*Stored data*
##############################

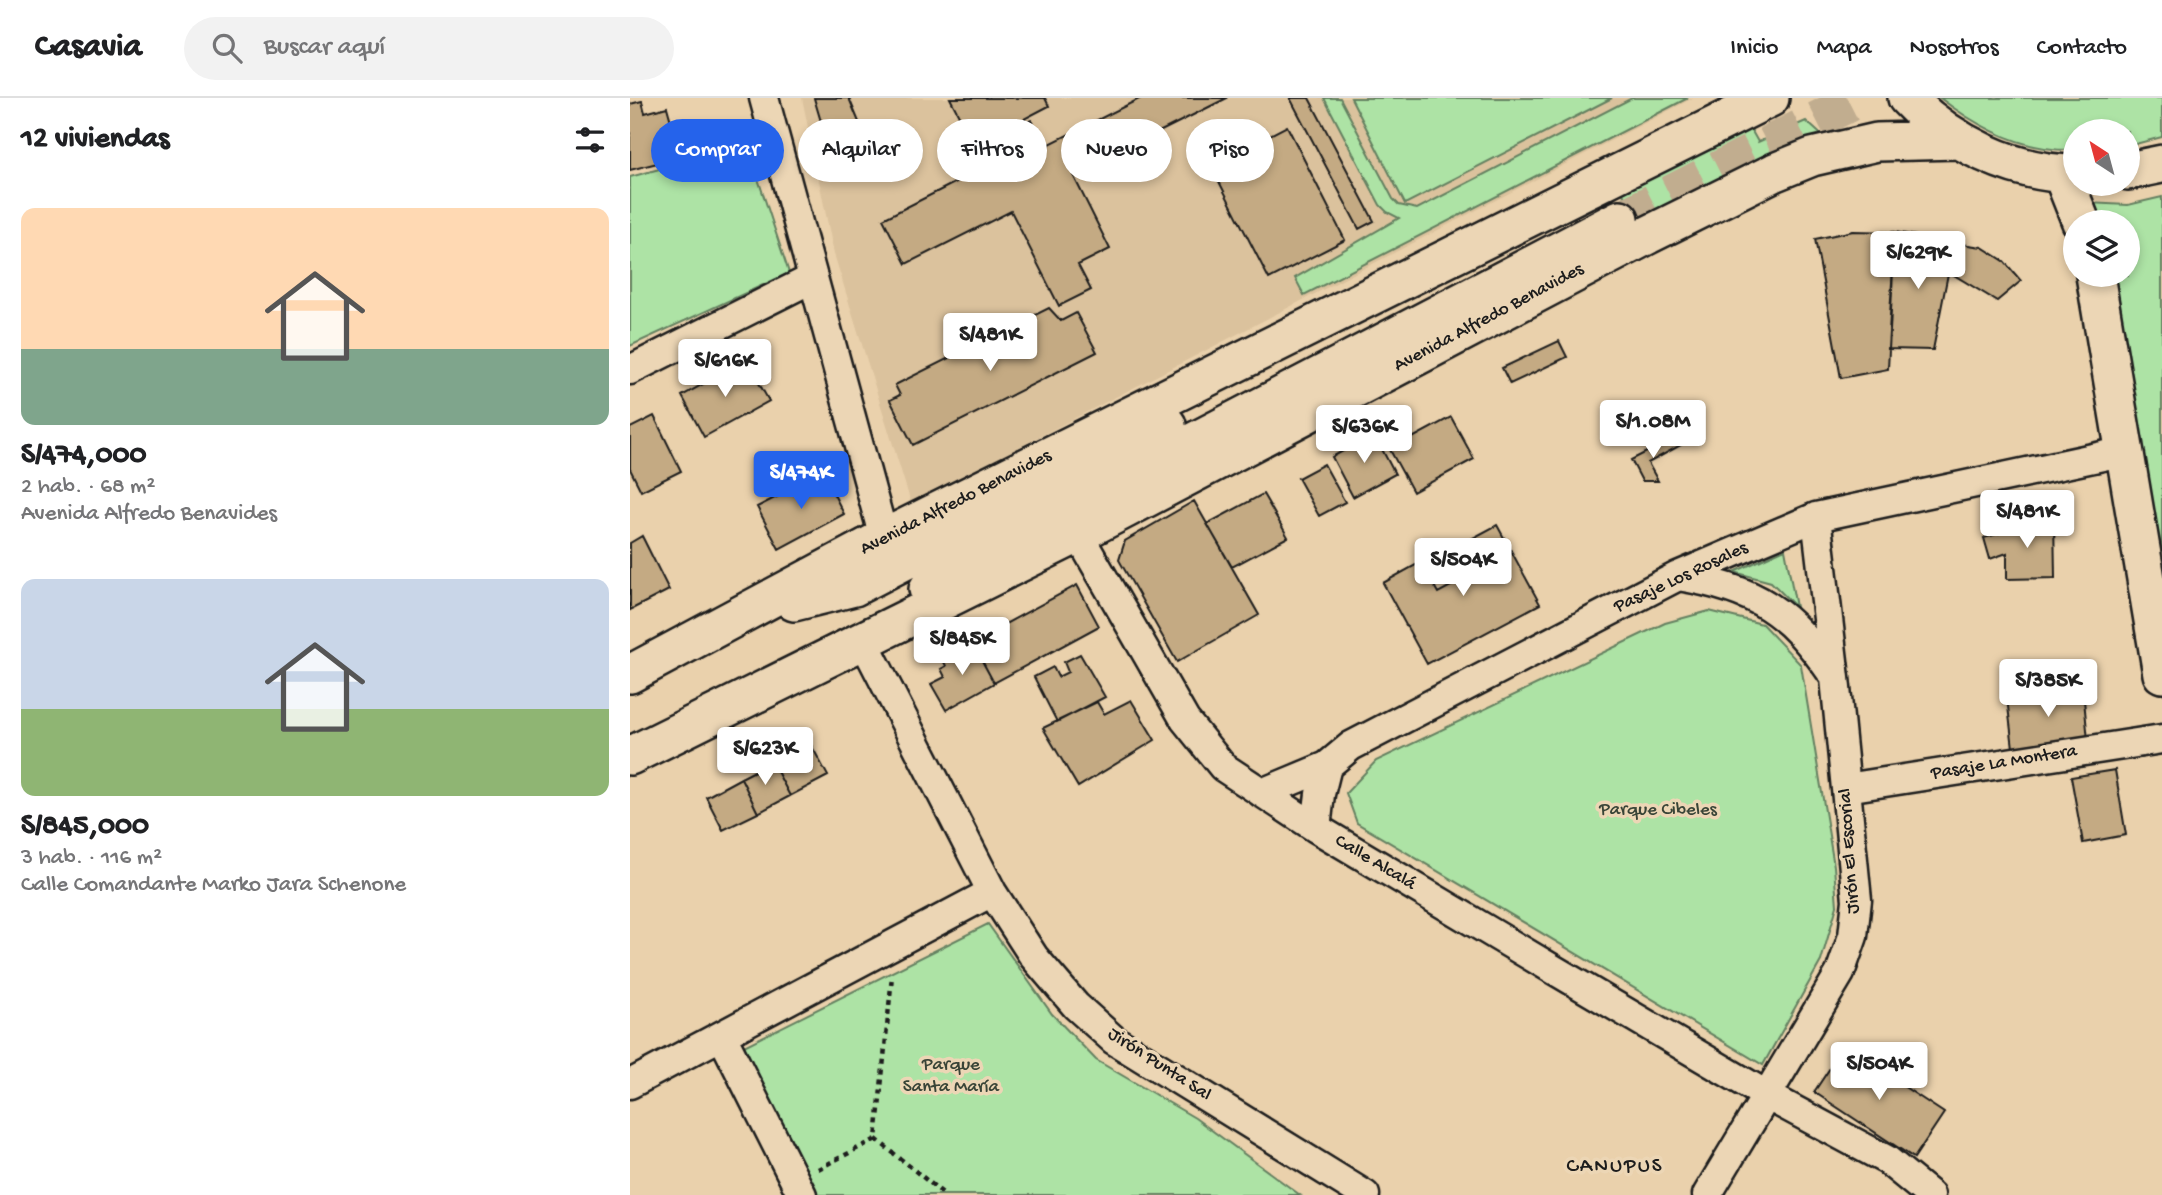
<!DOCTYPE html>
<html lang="es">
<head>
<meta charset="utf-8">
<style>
	body { margin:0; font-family:"Gochi Hand",sans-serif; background:#f2f2f2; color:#202124; height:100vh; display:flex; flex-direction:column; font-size:26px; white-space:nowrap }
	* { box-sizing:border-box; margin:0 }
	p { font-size:23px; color:#757577 }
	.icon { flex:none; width:38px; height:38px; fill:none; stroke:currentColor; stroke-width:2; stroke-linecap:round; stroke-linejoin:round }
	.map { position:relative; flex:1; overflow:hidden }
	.sheet { display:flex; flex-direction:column; background:#fff; width:630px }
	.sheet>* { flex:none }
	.hud { position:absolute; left:21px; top:21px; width:665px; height:63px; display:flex; gap:14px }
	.needle { width:46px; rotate:324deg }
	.buttons { position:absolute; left:1433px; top:21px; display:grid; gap:14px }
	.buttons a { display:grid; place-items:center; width:77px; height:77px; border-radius:50%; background:#fff; box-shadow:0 4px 10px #0003; font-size:35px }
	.price { position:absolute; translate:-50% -60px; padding:0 16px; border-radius:7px; background:#fff; color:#222; font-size:23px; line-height:46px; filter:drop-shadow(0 2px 4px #0008) }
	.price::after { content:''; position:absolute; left:50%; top:42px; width:21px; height:16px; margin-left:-10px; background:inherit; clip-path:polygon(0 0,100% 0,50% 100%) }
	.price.active { background:#2563eb; color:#fff }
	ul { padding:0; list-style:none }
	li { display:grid; align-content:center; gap:14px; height:371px; padding:0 21px }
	li span { display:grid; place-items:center; height:217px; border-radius:14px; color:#555 }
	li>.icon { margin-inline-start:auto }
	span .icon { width:126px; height:126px; fill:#fffc; stroke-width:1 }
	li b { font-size:30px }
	h2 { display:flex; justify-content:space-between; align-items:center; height:84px; padding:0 21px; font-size:30px }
	.pill { padding:0 24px; border-radius:32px; background:#fff; box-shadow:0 4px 10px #0003; font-size:24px; line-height:63px }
	.pill.active { background:#2563eb; color:#fff }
	header { display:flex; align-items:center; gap:42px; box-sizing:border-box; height:98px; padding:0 35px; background:#fff; border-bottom:2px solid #e0e0e0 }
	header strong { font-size:33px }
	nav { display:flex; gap:38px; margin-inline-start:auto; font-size:24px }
	.search { width:490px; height:63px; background:#f2f2f2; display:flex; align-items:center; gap:18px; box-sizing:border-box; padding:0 24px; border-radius:38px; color:#757577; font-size:26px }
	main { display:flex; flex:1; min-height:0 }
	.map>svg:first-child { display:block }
</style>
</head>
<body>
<header>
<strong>Casavia</strong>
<div class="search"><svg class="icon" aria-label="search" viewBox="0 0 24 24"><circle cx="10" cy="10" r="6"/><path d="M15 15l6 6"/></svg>Buscar aquí</div>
<nav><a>Inicio</a><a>Mapa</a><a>Nosotros</a><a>Contacto</a></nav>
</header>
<main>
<section class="sheet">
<h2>12 viviendas<svg class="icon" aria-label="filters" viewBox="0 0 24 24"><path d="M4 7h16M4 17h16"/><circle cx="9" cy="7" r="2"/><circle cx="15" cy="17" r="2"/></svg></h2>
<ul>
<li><span style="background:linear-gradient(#ffd9b3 65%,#7fa58c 0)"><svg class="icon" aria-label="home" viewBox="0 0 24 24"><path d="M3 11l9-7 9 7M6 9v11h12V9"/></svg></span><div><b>S/474,000</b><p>2 hab. · 68 m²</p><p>Avenida Alfredo Benavides</p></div></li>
<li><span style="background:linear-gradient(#c9d6e8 60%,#8fb573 0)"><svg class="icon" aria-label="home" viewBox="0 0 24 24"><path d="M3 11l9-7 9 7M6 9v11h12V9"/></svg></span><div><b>S/845,000</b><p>3 hab. · 116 m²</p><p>Calle Comandante Marko Jara Schenone</p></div></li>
</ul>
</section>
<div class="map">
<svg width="1532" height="1097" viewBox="0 0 1532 1097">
	<rect width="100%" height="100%" fill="#ead1ac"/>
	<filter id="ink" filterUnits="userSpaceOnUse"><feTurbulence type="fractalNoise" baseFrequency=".0143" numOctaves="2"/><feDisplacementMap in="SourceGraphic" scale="14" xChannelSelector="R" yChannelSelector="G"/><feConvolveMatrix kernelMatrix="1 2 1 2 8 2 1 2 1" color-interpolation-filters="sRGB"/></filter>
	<g filter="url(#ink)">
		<!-- built -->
		<path fill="#dbc29d" d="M172,0H1063L281,405L204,156Z"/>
		<!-- green -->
		<path fill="#ade3a5" stroke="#648060" stroke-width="2" d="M694,0H710L763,101L769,107L787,111L1002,0H1058L674,197L665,180L769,120L757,114L750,107Z
			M721,0H982L775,106Z
			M1310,0H1532V39L1498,48V33H1446L1445,52C1395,54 1349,30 1310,0Z
			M1176,23L1196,41L1013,134L988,86L1119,28L1128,44Z
			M117,47L159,175L0,248V79Z
			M1532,99V488L1481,177H1498V124H1466L1458,105L1498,107Z
			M1155,451L1166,509L1141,484L1104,474Z
			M1079,513L1132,526L1171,567L1204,768L1207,808L1191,863L1133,967L727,725L716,695L746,663L1035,525Z
			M358,826L422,916L466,962L565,1020L670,1097H184L110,950Z"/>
		<!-- building -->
		<path fill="#c4aa83" stroke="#1c1c1c" stroke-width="2" d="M184,0H219L241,53L205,71Z
			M320,0H415L419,8L344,47Z
			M511,0H597L443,77L480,151L448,167L461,192L429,208L381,113L276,166L253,121L374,60L365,40L401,22L414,49Z
			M660,0H679L744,123L729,131Z
			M12,3L15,15L37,9L51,59L0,72V6Z
			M657,28L715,142L639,181L581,68Z
			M1223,133L1265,134L1258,271L1211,280L1185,141Z
			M1265,134L1324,145L1303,252L1258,251Z
			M1324,145L1352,149L1374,163L1391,183L1367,203L1319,174Z
			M419,210L431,223L446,215L467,254L283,347L260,302L270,297L265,287Z
			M929,243L937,259L880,286L872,270Z
			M116,262L139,303L74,339L52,298Z
			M24,318L51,373L11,393L0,371V330Z
			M821,319L844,361L783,394L760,352Z
			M744,336L765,376L723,399L702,359Z
			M1046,339L1051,347L1018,365L1028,383H1012L1001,362Z
			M694,366L715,404L689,418L668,380Z
			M193,375L214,416L149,451L127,409Z
			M633,396L658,439L602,469L577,426Z
			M564,403L629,517L547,564L489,462L495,443Z
			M1424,418L1425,480L1377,481V455L1360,461L1354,440Z
			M867,427L910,506L797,566L753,485L791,464L808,495L845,475L830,447Z
			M12,438L39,492L0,512V445Z
			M447,487L469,528L364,585L342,544Z
			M342,544L364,585L316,612L301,586L315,579L311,571L316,568L312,560Z
			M450,556L475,599L427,624L404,579L423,569L428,579L438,574L434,564Z
			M1453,592L1458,642L1383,650L1377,600Z
			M501,602L525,642L448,689L413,630L467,604L474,616Z
			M157,636L166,650L179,643L198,678L160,698L142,664L148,661L139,645Z
			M142,664L160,698L128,715L111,680Z
			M1485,672L1496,737L1453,745L1441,679Z
			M111,680L128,715L93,732L76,699Z
			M1214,949L1314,1015L1284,1060L1184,994Z"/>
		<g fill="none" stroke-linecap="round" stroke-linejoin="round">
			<!-- major-tunnel -->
			<path stroke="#c1ad8f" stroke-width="37" stroke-dasharray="37 18" stroke-linecap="butt" d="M990,121L1230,0"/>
			<defs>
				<path id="minor" d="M134,0L254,440
					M0,272L181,181
					M448,436L555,622L593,669L686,730L921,870L1138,998L1257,1062L1300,1097
					M1048,478C1127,491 1159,513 1204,578
					M233,542L362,794L404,859L446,908L484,942L735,1097
					M1216,690L1532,641
					M632,695L697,668
					M686,730L690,696L697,668L721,648L1048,478L1186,419L1496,353
					M92,938L172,1097
					M0,986L362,794
					M1077,1097L1210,875L1223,838L1227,802L1205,580L1186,419"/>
				<path id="major" d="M1277,0C1319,44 1383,76 1446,76
					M1498,73L1532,66
					M1432,76L1451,124
					M1465,177L1532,576
					M298,491L318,472L990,121
					M164,504L224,489L537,327
					M0,576L254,440L1140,0
					M0,658L448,436L1018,137L1145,74L1182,59L1247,44L1329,42"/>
			</defs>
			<!-- minor casing -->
			<use href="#minor" stroke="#1c1c1c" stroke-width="33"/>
			<!-- major casing -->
			<use href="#major" stroke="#1c1c1c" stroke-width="42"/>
			<!-- path -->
			<path stroke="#1c1c1c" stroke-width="4.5" stroke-dasharray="5 5" stroke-linecap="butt" d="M246,1041L315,1097
				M188,1071L246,1041L262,878"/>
			<!-- minor -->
			<use href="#minor" stroke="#ecd6b5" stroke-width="28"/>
			<!-- major -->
			<use href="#major" stroke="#ecd6b5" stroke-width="37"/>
		</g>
	</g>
	<g text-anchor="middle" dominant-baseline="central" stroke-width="7" stroke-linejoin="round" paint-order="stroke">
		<!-- street labels -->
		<g font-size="19" fill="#1c1c1c" stroke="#ecd6b5">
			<text transform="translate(859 220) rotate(-28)">Avenida Alfredo Benavides</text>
			<text transform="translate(326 405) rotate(-27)">Avenida Alfredo Benavides</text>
			<text transform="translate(1051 480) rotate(-25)">Pasaje Los Rosales</text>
			<text transform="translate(1374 665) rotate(-9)">Pasaje La Montera</text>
			<text transform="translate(1220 753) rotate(-94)">Jirón El Escorial</text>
			<text transform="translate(745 765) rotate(31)">Calle Alcalá</text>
			<text transform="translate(529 967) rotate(33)">Jirón Punta Sal</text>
		</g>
		<!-- park labels -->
		<g font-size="19" fill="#394437" stroke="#ecd6b5">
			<text x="1028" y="712">Parque Cibeles</text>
			<text x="321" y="967">Parque<tspan x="321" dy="22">Santa María</tspan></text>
		</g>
		<!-- neighbourhood labels -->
		<g font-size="21" letter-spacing="2" fill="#1c1c1c" stroke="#ecd6b5">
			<text x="985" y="1069">CANUPUS</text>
		</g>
	</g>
</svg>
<div class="buttons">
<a><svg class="needle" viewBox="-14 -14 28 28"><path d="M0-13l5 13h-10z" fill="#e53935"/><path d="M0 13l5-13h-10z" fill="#757577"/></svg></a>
<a><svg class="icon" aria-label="layers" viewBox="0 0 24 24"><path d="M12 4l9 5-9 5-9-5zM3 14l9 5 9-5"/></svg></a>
</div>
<b class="price" style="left:1288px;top:193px">S/629K</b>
<b class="price" style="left:360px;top:275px">S/481K</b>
<b class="price" style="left:95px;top:301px">S/616K</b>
<b class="price" style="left:1023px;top:362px">S/1.08M</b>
<b class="price" style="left:734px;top:367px">S/636K</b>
<b class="price active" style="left:171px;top:413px">S/474K</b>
<b class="price" style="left:1397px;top:452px">S/481K</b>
<b class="price" style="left:833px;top:500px">S/504K</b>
<b class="price" style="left:332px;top:579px">S/845K</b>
<b class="price" style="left:1418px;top:621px">S/385K</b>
<b class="price" style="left:135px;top:689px">S/623K</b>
<b class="price" style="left:1249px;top:1004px">S/504K</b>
<div class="hud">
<a class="pill active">Comprar</a>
<a class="pill">Alquilar</a>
<a class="pill">Filtros</a>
<a class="pill">Nuevo</a>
<a class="pill">Piso</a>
</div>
</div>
</main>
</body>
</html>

##############################

*Task instructions*
Where does "sheet" occur in the data? Copy each line that has it.

*Exercise solution*
	.sheet { display:flex; flex-direction:column; background:#fff; width:630px }
	.sheet>* { flex:none }
<section class="sheet">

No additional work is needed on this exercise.